What this error means

User not authorized | Your token has expired | Access denied by organization policy is a GitHub Copilot failure pattern reported for developers trying to fix github copilot cli returning 'user not authorized' errors despite valid individual or organizational subscription; resolve sso/oidc token issues and seat assignment problems. Based on the imported evidence, treat this as a tool-specific troubleshooting page rather than a generic API error.

Why this happens

InventiveHQ comprehensive guide documents multiple auth error variants: User not authorized, token expired, org policy block, SSO required. Covers gh auth status/refresh/logout/relogin workflow. Enterprise SAML SSO session timeout causes intermittent breaks. Paid Business ($19/user/mo) and Enterprise seats affected. Distinct from Copilot Chat UI issue (#3 above) — this is CLI-specific auth failure. Category: GitHub Copilot per SKILL.md rules.

Common causes

  • InventiveHQ comprehensive guide documents multiple auth error variants: User not authorized, token expired, org policy block, SSO required. Covers gh auth status/refresh/logout/relogin workflow. Enterprise SAML SSO session timeout causes intermittent breaks. Paid Business ($19/user/mo) and Enterprise seats affected. Distinct from Copilot Chat UI issue (#3 above) — this is CLI-specific auth failure. Category: GitHub Copilot per SKILL.md rules.

Quick fixes

  1. Confirm the exact error signature matches User not authorized | Your token has expired | Access denied by organization policy.
  2. Check the GitHub Copilot account, local tool state, and provider configuration involved in the failing workflow.
  3. Verify the account session, API key, provider settings, and environment where the failing tool is running.

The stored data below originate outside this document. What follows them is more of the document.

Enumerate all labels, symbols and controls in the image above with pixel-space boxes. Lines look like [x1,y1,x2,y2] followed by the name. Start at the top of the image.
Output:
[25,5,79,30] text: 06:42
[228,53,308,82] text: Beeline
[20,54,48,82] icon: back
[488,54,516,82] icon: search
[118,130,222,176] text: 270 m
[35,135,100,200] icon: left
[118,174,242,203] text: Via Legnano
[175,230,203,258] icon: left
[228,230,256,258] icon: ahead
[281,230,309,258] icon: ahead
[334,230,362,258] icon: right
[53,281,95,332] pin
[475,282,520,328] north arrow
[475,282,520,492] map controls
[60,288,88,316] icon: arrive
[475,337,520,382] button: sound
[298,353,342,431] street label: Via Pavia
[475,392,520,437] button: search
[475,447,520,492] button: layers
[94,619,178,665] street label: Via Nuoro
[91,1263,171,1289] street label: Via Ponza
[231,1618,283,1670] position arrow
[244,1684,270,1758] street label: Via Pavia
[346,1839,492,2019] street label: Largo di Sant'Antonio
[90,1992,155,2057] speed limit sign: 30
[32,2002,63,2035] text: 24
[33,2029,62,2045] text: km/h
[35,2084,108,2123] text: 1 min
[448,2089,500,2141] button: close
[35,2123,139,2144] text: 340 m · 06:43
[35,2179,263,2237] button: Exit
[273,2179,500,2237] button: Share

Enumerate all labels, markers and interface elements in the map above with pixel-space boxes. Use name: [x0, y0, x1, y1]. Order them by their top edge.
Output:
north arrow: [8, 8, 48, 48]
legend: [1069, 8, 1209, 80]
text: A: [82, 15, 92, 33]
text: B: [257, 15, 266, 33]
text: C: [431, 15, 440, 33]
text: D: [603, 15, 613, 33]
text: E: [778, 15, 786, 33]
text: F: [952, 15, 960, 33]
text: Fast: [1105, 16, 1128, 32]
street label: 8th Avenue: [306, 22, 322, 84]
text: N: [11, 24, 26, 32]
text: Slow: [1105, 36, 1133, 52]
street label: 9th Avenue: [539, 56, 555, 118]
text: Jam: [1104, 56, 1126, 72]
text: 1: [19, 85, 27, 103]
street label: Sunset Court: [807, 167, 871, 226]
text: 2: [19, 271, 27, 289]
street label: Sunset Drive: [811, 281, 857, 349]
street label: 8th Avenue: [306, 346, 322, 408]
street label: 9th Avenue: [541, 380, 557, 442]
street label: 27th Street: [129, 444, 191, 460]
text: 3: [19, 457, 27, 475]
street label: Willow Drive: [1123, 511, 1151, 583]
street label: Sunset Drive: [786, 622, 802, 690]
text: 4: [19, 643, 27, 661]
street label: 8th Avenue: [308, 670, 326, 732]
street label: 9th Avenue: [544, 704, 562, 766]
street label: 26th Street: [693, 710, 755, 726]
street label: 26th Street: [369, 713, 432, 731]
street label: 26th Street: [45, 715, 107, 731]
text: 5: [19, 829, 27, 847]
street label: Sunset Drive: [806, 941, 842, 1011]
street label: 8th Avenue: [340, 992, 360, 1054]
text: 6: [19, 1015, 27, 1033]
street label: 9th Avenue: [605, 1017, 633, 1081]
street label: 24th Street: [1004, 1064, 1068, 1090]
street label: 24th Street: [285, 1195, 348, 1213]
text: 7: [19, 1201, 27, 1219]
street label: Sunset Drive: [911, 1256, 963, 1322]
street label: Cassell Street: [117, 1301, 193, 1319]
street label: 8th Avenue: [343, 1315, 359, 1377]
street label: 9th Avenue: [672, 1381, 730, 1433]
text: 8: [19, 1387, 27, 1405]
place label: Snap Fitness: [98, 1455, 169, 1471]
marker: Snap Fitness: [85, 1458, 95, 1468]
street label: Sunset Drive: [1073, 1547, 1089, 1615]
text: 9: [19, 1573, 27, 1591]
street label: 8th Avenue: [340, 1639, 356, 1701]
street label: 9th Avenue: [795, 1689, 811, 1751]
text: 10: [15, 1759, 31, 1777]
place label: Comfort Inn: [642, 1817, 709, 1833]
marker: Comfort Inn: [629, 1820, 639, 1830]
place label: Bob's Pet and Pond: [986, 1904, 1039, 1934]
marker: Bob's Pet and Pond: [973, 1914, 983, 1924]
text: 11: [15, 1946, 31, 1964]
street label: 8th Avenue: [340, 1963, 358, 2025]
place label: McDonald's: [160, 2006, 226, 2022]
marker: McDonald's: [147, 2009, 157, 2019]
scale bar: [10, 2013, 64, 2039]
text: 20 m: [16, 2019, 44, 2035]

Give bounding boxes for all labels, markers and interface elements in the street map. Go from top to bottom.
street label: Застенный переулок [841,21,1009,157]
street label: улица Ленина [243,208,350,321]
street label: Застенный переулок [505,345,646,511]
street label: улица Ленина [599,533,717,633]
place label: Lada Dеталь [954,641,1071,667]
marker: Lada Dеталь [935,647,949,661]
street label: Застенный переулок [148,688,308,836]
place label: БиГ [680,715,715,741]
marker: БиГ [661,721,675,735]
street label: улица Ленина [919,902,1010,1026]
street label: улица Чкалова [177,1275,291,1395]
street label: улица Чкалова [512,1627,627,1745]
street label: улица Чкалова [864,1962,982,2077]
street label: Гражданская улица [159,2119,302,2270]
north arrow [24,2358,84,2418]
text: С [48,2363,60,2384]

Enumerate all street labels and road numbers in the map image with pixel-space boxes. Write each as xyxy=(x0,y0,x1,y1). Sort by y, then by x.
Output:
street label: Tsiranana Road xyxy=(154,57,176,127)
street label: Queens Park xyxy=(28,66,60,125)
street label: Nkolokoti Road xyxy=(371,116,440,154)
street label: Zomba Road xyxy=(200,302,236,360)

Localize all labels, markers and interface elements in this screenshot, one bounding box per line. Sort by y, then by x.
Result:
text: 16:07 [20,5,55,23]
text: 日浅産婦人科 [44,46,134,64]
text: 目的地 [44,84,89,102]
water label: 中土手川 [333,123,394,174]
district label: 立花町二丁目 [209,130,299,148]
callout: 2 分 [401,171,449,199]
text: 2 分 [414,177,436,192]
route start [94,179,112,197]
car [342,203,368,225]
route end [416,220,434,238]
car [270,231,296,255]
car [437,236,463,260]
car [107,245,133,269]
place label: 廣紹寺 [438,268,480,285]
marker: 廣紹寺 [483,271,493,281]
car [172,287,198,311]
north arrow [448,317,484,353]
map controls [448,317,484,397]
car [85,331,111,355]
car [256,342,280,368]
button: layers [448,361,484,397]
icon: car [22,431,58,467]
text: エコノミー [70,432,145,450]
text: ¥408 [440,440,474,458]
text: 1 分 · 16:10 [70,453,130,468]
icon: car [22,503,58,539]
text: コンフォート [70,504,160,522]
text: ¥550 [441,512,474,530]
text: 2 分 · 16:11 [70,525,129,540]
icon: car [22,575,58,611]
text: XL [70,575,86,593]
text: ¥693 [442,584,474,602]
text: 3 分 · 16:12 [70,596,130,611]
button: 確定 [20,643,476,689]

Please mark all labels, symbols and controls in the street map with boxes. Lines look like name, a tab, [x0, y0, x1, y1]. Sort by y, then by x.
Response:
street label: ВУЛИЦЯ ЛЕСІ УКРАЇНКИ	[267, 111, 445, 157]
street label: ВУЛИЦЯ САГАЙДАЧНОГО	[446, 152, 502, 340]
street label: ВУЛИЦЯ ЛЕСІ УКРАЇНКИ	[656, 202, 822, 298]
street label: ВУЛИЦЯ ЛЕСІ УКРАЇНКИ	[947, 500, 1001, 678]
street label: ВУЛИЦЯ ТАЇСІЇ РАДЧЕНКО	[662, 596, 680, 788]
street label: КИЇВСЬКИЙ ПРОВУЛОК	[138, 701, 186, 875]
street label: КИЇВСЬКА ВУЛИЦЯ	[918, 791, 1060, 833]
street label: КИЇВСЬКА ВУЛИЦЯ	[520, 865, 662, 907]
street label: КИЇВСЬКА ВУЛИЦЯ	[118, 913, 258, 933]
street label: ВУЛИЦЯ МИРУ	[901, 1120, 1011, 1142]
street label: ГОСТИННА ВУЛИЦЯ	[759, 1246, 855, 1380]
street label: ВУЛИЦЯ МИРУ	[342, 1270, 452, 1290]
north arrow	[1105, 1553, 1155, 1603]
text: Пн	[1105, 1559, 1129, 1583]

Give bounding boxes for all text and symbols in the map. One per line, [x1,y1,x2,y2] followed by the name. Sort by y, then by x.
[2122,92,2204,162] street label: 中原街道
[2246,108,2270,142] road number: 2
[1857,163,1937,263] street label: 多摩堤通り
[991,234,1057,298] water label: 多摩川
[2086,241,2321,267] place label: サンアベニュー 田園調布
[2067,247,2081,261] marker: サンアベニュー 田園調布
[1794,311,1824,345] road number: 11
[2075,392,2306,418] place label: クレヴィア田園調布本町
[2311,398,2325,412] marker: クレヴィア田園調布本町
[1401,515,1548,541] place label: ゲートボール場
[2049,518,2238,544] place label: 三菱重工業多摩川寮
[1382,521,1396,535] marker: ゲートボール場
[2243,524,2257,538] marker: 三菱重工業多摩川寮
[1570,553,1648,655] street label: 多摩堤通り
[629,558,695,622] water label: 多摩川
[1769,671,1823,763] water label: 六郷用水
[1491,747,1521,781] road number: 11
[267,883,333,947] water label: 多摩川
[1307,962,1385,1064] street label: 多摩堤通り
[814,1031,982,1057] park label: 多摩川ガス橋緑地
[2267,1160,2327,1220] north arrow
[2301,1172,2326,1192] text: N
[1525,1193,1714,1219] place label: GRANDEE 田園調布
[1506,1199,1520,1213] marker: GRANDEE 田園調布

Platform/tool-specific checks

  • Verify the command, editor, extension, or API client that produced the error.
  • Compare local settings with CI, deployment, or editor-level settings when the error appears in only one environment.
  • Avoid deleting credentials, local model data, or project settings until the failing scope is clear.

Step-by-step troubleshooting

  1. Capture the exact error message and the command, editor action, or request that triggered it.
  2. Check whether the failure is account/auth, quota/rate, model/provider, local runtime, or deployment configuration.
  3. Review the source evidence below and compare it with your environment.
  4. Apply one change at a time and rerun the smallest failing action.
  5. Keep the working fix documented for the team or deployment environment.

How to prevent it

  • Keep provider/tool configuration documented.
  • Record non-secret diagnostics such as tool version, provider name, model name, and command path.
  • Add a lightweight check before CI or production workflows depend on the tool.